Well. These are questions that mathematicians dealt with a long time ago, and decided that we should stick to definitions. So in mathematics we have explicit definitions, and we give them names so we don't have to repeat the definition each time. The phrase "Let $H$ be a Hilbert space over $\Bbb C$" packs in those eight words an immense amount of knowledge, that usually takes a long time to learn, for example.

Sometimes, out of convenience, and out of the sheer love of generalizations, mathematicians take a word which has a "common meaning", and decide that it is good enough to be used in a different context and to mean something else. Germ, stalk, filter, sheaf, quiver, graph, are all words that take a cue from the natural sense of the word, and give it an explicit definition in context.

(And I haven't even talked about things which have little to no relation to their real world meaning, e.g. a mouse in set theory.)

Multiplication is a word we use in context, and the context is usually an associative binary operation on some set. This set can be of functions, matrices, sets, etc. If we require the operation to have a neutral element and admit inverses, we have a group; if we adjoin another operator which is also associative, admits inverses, and commutative and posit some distributivity laws, we get a ring; or a semi-ring; or so on and so forth.

But it is convenient to talk about multiplication, because it's a word, and in most cases the pedagogical development helps us grasp why in generalizations we might want to omit commutativity from this operation.


Terminology for mathematical structures is often built off of, and analogized to, terminology for "normal" mathematical structures such as integers, rational numbers, and real numbers. For vectors over real numbers, we have addition already defined for the coordinates. Applying this operation and adding components termwise results in a meaningful operation, and the natural terminology is to refer to that as simply "addition". Multiplying termwise result in an operation that isn't as meaningful (for one thing, this operation, unlike termwise addition, is dependent on the coordinate system). The cross product, on the other hand, is a meaningful operation, and it interacts with termwise addition in a manner similar to how real multiplication interacts with real addition. For instance, $(a+b)\times c = a \times c + b \times c$ (distributive property).

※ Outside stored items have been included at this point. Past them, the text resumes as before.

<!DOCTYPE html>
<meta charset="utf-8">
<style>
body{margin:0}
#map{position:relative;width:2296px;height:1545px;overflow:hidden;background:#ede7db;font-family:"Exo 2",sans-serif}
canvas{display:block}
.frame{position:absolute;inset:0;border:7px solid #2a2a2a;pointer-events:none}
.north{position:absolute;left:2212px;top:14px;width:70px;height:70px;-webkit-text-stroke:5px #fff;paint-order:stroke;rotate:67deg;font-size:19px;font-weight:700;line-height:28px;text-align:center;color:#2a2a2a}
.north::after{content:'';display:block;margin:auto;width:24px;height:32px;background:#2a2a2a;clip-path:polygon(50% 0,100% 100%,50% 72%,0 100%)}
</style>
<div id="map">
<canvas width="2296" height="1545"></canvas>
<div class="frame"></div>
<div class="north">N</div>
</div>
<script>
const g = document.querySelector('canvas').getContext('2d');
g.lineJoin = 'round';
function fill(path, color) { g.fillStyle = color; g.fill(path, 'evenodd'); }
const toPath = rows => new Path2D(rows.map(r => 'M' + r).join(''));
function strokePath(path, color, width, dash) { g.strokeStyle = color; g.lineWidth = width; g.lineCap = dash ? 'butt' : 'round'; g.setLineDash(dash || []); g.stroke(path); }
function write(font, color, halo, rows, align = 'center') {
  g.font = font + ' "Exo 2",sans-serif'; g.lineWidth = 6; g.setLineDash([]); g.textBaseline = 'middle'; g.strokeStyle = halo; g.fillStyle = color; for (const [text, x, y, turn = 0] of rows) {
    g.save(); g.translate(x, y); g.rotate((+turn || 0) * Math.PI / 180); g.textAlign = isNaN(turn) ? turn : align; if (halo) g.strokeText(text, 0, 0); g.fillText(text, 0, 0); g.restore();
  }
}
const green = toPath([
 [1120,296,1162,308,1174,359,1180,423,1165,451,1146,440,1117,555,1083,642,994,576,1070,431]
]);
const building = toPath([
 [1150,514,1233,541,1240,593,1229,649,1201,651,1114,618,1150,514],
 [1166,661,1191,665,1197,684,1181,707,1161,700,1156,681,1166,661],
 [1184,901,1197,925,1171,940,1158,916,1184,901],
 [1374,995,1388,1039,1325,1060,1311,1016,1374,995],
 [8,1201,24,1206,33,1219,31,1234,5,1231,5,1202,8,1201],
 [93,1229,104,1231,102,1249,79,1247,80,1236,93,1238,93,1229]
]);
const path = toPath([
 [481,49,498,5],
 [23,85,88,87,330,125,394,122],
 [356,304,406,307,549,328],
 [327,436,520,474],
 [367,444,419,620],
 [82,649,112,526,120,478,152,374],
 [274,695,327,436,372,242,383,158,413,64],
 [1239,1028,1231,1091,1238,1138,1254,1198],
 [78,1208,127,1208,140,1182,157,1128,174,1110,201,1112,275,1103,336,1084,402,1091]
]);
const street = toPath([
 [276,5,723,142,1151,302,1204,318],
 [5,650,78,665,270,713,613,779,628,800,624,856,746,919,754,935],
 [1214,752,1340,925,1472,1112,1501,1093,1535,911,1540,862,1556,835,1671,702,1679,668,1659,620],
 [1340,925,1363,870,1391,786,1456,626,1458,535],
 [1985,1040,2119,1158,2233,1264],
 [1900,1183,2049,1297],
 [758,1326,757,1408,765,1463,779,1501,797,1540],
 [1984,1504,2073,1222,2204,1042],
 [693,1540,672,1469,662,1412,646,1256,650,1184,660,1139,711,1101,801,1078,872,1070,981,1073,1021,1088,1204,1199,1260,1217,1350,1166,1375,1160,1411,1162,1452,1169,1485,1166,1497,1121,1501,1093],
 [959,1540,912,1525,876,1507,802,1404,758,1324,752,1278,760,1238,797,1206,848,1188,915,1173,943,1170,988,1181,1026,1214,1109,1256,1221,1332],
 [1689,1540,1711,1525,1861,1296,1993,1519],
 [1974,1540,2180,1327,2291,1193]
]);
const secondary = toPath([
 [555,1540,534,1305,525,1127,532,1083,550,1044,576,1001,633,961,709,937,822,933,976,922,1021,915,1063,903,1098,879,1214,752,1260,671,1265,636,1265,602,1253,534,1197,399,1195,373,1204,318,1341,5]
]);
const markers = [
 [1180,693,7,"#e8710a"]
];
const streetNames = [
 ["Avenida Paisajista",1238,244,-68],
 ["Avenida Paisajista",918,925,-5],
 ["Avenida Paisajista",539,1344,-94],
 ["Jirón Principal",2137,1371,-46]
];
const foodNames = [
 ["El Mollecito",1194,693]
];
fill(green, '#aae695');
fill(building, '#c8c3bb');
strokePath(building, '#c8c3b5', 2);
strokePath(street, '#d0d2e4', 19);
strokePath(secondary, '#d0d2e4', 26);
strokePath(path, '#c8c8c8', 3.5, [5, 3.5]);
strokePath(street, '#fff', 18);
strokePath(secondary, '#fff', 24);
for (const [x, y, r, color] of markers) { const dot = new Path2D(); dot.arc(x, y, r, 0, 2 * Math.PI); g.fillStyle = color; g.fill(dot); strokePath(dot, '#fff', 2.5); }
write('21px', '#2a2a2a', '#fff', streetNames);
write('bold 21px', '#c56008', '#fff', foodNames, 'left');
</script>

For matrices, we again have termwise addition being a meaningful operation. Matrices represent linear operators, and the definition of linearity includes many of the properties of multiplication, such as distribution: A(u+v) = A(u) + A(v). Thus, it's natural to treat application of a linear operator as "multiplying" a vector by a matrix, and from there it's natural to define matrix multiplication as composition of the linear operators: (A*B)(v) = (A(B(v)).